Я сделал, как он велел, но взял меня смех, и отец Лука осердился.
«Нечист ты, — кричит, — если перед крестом святым смеяться можешь! Грек подослал тебя подслушивать и клевету на меня возводить! Но ждут меня там, с каких пор ждут, и престол мученика уготован мне, а грекам твоим — геенна огненная, так и скажи ему! С тобой пребываю, Иисусе Христе, скорей призови меня и упокой в вечных селениях небесных!»
И крестится при этом широко, истово, в сердце его горит вера в то, что мученик он, а я стою, пораженный, и недоумеваю.

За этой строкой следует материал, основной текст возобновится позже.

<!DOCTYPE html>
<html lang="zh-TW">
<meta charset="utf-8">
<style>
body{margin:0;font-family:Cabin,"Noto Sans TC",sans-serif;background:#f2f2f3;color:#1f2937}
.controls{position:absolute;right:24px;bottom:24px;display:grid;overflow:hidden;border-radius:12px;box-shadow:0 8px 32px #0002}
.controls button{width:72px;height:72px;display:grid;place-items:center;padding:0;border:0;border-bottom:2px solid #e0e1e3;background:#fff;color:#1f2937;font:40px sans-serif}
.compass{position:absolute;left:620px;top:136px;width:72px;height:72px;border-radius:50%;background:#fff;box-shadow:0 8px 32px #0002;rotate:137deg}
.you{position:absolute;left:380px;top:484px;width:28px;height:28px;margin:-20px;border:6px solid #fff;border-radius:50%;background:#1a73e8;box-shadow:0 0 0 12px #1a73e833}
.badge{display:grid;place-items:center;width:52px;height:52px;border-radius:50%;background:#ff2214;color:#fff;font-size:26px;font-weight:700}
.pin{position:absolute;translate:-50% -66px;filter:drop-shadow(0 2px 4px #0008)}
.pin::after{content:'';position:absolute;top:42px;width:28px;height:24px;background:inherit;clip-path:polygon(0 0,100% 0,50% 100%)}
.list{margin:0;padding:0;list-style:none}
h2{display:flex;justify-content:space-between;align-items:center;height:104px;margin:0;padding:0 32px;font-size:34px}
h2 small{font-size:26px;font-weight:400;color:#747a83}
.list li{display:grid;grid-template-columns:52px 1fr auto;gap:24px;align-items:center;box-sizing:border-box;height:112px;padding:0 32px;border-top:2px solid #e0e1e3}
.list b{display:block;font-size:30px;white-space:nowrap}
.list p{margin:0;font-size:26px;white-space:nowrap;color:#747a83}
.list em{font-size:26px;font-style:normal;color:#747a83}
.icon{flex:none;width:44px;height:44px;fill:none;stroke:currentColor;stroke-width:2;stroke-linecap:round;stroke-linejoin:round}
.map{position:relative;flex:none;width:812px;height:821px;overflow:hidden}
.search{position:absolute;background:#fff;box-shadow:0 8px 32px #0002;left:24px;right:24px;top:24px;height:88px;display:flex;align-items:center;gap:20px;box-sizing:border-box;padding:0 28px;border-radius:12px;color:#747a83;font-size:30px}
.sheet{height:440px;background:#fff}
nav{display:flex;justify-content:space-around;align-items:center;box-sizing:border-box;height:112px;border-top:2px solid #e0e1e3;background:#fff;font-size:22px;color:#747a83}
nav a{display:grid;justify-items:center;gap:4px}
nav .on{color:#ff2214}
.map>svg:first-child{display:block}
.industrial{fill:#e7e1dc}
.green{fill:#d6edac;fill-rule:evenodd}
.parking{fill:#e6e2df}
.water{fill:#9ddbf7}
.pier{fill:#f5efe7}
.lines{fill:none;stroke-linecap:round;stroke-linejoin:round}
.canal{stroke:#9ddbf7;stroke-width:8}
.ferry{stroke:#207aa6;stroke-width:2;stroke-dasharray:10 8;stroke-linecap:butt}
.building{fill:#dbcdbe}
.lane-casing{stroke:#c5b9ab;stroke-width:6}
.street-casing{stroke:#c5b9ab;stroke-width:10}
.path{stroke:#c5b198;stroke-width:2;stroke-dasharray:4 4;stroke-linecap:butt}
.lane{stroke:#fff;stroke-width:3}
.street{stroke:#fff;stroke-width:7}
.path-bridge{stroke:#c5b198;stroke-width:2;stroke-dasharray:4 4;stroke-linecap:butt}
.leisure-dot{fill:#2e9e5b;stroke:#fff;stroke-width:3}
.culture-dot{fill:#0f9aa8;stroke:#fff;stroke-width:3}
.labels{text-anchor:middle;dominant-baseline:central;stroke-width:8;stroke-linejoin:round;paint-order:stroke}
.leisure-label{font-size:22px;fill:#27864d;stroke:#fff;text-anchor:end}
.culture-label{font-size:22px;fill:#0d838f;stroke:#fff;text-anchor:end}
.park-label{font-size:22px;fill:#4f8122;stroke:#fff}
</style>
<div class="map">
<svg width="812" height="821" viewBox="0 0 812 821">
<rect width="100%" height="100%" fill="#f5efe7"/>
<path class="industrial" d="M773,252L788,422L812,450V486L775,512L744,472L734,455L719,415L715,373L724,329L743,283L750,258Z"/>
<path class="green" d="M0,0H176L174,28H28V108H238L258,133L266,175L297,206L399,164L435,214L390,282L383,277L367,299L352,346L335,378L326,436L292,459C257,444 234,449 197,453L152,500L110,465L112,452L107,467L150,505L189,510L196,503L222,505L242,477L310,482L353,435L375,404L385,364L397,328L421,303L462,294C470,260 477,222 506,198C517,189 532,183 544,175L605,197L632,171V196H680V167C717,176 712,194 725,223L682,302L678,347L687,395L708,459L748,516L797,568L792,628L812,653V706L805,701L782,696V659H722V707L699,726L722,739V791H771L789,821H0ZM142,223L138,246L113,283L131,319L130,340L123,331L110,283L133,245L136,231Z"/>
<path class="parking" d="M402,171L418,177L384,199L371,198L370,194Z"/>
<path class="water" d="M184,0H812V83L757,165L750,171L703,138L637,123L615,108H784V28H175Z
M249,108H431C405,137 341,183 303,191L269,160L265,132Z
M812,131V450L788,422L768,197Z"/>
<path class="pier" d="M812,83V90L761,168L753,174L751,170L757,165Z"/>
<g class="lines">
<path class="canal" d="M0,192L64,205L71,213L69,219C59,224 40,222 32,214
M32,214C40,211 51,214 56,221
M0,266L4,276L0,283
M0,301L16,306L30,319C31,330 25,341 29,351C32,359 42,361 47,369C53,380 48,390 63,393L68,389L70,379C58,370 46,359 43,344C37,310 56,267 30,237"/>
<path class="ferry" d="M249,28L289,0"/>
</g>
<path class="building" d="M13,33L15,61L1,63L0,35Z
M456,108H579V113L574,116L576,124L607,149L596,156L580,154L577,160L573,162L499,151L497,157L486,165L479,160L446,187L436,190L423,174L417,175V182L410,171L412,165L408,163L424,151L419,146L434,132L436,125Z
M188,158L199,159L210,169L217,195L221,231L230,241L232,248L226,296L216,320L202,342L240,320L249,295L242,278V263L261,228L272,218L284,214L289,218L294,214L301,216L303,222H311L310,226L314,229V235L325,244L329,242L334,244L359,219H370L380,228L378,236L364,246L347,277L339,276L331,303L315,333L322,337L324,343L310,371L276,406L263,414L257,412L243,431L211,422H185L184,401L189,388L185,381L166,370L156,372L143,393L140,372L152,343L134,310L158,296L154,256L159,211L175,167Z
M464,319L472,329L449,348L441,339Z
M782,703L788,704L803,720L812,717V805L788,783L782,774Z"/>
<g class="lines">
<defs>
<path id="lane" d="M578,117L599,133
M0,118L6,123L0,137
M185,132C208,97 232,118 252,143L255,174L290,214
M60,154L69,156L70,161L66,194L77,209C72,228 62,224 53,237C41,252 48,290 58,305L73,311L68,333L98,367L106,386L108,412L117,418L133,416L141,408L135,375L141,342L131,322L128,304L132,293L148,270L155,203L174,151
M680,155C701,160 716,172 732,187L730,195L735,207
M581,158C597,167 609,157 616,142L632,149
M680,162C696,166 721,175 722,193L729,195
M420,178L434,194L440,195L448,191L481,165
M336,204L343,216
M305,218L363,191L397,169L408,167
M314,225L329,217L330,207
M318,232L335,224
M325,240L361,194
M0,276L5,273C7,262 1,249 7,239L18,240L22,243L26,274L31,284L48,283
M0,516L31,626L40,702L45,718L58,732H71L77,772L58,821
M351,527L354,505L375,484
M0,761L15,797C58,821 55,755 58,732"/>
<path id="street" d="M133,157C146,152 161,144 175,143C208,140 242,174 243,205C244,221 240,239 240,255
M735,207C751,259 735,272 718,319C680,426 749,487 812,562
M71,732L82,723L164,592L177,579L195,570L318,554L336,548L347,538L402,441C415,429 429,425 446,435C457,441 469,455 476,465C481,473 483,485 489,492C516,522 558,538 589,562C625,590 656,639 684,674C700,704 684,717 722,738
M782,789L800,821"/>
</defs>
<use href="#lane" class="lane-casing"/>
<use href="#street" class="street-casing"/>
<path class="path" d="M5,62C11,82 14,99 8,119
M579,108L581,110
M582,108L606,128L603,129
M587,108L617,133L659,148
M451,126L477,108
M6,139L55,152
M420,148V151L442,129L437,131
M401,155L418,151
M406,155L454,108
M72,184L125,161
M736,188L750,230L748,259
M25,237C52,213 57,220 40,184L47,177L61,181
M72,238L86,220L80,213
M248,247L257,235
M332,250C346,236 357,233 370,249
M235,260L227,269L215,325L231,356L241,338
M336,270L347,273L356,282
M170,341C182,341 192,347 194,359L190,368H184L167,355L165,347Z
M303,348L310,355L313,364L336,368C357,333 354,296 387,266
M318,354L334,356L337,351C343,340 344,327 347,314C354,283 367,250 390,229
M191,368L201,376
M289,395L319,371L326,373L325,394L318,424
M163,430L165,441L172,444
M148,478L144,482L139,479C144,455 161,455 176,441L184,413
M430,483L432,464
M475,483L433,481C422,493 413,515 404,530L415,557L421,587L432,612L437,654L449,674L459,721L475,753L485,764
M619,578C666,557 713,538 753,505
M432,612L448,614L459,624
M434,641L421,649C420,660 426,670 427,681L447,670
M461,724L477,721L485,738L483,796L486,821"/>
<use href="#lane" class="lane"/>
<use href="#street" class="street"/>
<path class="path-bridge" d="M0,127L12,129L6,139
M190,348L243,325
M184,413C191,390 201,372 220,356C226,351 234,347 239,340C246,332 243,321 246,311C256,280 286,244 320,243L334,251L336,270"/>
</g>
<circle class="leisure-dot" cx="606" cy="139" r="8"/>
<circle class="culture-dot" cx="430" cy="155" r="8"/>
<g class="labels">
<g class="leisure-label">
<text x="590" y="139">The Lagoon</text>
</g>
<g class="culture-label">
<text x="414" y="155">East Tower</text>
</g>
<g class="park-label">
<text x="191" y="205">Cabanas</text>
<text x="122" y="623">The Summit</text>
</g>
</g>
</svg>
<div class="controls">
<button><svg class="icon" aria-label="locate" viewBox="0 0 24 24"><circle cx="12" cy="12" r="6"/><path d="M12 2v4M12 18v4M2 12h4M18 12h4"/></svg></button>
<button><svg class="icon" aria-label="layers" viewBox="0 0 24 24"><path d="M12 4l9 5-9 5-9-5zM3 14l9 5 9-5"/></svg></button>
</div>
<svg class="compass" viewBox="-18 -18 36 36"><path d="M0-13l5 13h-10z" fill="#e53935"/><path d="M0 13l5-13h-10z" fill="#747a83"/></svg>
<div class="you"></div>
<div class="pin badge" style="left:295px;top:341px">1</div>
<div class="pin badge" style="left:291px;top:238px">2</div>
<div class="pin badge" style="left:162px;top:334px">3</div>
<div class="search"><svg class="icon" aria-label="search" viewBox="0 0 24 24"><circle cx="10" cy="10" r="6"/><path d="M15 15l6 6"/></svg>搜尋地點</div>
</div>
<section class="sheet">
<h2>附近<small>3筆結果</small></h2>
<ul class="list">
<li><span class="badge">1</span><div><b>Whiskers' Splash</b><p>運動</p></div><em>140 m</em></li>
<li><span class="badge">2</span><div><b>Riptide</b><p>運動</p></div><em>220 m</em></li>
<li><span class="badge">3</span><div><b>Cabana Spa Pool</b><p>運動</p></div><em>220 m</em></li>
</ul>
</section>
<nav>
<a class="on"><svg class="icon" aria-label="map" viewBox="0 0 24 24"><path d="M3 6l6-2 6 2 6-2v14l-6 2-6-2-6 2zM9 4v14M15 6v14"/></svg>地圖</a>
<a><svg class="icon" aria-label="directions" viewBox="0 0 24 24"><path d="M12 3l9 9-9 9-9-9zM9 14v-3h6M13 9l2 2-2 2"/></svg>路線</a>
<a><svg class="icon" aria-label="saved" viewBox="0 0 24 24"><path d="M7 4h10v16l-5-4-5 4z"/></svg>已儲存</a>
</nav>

Не дознался я, из какого монастыря пришел он сюда, где странствовал и откуда родом. В те времена редко случалось, чтобы монах не перебывал во многих обителях, обольщенный христоименитыми мужами. Но порой, когда слушал я его речи, закрадывалось в меня подозрение, что прежде промышлял он разбоем. Как-то раз сказал он мне: «Ступай во двор, погляди, не пришел ли Хелбю, чтоб вырубить греков под самый корень», — и усмехнулся лукаво. Иной раз запоет мирскую песню и пойдет шагать по келье на больных своих ногах точно молодой. «Идут, — говорит, — Гога с Магогой, заточенные некогда в Азии Александром Македонским. Идут, чтобы приблизить конец света. Нечистые народы они, и никто не устоит перед ними…»
И посейчас словно вижу я, как поблескивают седые его волосы и словно слышу низкий голос его: «Набивают чрево и твердят, будто не грех это! Хлеб и вино символами нарекают, морочат царя, проклятые греки! Не любо им болгарское семя, ромеи любы и господь их!»
Греками именовал он и Евтимия, и святого старца, и всех монахов-исихастов. «Прячут, — говорил он, — царя от меня. Боятся, как бы не открыл я ему поганство их и обман». После словесных буйств и проклятий, бывало, вздумает он помирать. «Кончаюсь, беги зови, чтоб исповедали меня и причастили». — Лежит навзничь на одре, что-то бормочет, крестится.